◆ **Work instruction**:
Examine each line of the data. Copy the line if it includes the word "radius".

◆ **Data for this task**:
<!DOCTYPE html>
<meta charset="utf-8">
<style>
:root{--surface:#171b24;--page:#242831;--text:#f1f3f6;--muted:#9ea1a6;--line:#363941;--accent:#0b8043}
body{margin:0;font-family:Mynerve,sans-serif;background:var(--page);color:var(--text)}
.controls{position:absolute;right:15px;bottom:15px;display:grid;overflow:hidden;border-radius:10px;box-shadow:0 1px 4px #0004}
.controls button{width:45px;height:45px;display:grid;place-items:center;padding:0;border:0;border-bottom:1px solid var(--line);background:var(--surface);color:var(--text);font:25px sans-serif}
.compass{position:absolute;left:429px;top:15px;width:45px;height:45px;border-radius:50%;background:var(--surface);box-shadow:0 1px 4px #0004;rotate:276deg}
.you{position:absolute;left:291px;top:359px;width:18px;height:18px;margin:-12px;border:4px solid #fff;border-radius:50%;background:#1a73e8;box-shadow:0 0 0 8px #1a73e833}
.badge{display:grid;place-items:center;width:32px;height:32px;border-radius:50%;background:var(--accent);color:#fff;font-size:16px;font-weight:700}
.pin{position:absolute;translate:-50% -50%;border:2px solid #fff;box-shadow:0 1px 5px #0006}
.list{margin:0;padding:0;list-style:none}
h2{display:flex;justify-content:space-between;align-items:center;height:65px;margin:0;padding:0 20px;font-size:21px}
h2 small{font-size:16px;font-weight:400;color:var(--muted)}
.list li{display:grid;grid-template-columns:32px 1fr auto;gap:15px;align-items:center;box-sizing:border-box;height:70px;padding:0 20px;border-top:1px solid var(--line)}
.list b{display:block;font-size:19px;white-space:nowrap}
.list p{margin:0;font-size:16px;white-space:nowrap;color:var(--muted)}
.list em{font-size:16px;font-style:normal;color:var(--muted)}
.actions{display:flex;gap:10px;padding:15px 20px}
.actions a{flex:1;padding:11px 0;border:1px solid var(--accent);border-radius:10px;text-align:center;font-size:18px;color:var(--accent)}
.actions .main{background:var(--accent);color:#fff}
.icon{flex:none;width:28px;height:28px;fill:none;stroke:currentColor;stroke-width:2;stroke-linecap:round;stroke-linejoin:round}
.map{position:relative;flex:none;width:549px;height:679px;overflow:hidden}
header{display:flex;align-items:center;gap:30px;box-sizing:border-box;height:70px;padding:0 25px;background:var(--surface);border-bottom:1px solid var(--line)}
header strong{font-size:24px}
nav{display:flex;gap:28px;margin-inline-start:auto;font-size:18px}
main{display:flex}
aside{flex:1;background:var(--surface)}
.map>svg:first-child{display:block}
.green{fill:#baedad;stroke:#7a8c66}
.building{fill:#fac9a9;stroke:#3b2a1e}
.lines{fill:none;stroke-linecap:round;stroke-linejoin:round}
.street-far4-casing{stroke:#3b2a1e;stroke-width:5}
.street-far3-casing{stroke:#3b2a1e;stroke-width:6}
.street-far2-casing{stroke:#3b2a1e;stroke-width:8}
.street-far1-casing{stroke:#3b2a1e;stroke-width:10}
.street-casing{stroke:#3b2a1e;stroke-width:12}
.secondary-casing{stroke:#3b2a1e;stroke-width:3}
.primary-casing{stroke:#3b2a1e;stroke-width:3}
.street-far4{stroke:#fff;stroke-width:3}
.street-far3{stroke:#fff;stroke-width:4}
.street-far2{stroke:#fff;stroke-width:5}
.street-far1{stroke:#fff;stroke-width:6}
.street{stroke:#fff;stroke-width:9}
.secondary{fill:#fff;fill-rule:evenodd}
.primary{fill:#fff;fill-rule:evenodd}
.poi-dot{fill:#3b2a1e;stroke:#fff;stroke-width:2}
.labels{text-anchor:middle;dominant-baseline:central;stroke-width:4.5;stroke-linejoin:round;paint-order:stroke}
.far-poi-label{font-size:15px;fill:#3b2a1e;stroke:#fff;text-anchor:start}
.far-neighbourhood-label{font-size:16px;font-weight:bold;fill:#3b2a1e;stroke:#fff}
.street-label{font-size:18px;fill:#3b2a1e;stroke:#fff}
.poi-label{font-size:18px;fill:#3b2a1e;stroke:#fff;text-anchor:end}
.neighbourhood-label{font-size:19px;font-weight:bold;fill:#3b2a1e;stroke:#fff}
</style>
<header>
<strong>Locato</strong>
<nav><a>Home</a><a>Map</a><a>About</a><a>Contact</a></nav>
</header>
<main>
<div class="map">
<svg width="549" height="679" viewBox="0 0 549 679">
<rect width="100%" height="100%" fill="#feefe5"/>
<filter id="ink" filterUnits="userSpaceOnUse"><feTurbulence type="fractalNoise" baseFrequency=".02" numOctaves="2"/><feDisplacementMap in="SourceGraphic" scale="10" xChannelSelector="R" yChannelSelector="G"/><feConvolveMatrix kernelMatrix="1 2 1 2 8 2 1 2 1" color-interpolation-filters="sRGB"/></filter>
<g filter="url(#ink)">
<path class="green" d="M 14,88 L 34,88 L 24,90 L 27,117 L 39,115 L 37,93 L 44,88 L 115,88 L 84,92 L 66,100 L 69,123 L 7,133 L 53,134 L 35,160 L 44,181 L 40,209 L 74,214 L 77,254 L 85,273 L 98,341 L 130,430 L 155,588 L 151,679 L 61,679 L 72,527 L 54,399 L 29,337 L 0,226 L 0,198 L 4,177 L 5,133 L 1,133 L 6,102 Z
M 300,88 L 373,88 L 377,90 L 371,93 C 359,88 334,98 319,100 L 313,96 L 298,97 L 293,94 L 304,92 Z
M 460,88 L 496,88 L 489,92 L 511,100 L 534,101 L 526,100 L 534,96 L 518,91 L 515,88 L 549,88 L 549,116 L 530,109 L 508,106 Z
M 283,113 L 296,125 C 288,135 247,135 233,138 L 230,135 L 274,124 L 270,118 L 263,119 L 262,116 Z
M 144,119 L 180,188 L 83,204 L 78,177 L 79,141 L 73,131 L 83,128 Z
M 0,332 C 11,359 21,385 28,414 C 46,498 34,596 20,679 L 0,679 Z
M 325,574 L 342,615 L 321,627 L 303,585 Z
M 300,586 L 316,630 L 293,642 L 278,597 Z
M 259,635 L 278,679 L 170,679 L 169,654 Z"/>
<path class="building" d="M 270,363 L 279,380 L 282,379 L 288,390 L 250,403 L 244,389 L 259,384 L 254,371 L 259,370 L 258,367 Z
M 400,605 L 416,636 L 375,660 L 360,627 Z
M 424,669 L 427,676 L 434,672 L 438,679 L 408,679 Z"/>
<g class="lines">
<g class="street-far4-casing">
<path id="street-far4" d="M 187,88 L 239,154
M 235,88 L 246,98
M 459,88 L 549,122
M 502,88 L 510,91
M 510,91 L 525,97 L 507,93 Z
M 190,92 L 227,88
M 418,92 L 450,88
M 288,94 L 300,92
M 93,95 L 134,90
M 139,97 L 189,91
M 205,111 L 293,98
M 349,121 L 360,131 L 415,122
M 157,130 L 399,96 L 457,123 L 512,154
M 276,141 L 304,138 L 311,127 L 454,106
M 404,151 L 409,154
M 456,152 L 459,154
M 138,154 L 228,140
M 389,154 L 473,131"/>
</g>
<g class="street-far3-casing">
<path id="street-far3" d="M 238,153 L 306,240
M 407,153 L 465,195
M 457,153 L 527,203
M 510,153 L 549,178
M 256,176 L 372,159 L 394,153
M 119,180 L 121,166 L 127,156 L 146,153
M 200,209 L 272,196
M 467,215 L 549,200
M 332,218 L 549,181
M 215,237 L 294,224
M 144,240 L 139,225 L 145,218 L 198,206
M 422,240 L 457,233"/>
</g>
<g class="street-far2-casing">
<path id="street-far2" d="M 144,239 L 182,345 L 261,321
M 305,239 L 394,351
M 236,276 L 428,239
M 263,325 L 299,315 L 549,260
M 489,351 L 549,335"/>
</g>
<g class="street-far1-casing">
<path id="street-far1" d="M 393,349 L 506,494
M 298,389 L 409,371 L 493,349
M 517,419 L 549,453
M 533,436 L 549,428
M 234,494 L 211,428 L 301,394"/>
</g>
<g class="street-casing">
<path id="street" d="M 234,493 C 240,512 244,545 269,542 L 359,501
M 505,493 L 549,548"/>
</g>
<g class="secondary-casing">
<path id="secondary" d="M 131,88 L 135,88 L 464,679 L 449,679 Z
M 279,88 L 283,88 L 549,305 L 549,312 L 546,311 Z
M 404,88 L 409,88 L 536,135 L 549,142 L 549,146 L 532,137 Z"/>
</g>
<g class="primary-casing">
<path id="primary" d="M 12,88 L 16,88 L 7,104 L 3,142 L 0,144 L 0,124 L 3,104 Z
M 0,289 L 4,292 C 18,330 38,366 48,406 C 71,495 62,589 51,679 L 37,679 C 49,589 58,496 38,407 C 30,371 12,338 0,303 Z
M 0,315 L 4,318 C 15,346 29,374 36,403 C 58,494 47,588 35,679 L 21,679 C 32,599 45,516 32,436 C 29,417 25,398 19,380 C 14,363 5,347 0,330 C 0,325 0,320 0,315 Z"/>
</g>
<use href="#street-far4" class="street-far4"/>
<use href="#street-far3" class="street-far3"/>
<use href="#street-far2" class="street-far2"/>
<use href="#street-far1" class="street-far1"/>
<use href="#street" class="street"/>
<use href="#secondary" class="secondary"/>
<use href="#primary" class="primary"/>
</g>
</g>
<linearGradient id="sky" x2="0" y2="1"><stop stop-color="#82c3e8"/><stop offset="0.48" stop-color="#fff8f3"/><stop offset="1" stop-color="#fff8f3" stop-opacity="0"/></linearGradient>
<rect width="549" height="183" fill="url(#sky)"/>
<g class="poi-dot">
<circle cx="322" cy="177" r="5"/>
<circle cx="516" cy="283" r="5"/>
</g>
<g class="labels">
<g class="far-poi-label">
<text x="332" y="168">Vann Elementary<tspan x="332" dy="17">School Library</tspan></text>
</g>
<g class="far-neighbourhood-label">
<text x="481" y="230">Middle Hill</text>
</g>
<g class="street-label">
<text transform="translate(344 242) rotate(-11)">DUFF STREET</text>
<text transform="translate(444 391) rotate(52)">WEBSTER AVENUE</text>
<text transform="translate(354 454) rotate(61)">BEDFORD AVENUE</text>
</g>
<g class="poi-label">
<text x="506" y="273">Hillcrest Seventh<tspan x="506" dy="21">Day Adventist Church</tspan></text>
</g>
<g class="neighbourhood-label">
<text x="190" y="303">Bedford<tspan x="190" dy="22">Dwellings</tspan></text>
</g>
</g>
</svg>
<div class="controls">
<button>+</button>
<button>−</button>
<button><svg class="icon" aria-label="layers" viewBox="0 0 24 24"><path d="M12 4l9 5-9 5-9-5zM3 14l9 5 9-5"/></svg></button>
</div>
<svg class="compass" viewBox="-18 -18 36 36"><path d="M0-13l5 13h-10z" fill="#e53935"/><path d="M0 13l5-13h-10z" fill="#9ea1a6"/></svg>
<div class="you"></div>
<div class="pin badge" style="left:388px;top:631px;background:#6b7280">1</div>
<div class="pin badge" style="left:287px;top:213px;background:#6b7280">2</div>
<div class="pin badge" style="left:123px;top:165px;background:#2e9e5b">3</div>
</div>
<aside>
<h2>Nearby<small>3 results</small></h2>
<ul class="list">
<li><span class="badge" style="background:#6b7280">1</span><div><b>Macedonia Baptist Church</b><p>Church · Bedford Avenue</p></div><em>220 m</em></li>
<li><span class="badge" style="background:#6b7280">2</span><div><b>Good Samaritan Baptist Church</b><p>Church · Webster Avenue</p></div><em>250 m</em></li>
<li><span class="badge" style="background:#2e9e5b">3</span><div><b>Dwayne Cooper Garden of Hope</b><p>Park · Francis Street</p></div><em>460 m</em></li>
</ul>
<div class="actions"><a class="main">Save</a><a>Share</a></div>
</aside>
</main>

◆ **Answer box**:
.controls{position:absolute;right:15px;bottom:15px;display:grid;overflow:hidden;border-radius:10px;box-shadow:0 1px 4px #0004}
.compass{position:absolute;left:429px;top:15px;width:45px;height:45px;border-radius:50%;background:var(--surface);box-shadow:0 1px 4px #0004;rotate:276deg}
.you{position:absolute;left:291px;top:359px;width:18px;height:18px;margin:-12px;border:4px solid #fff;border-radius:50%;background:#1a73e8;box-shadow:0 0 0 8px #1a73e833}
.badge{display:grid;place-items:center;width:32px;height:32px;border-radius:50%;background:var(--accent);color:#fff;font-size:16px;font-weight:700}
.actions a{flex:1;padding:11px 0;border:1px solid var(--accent);border-radius:10px;text-align:center;font-size:18px;color:var(--accent)}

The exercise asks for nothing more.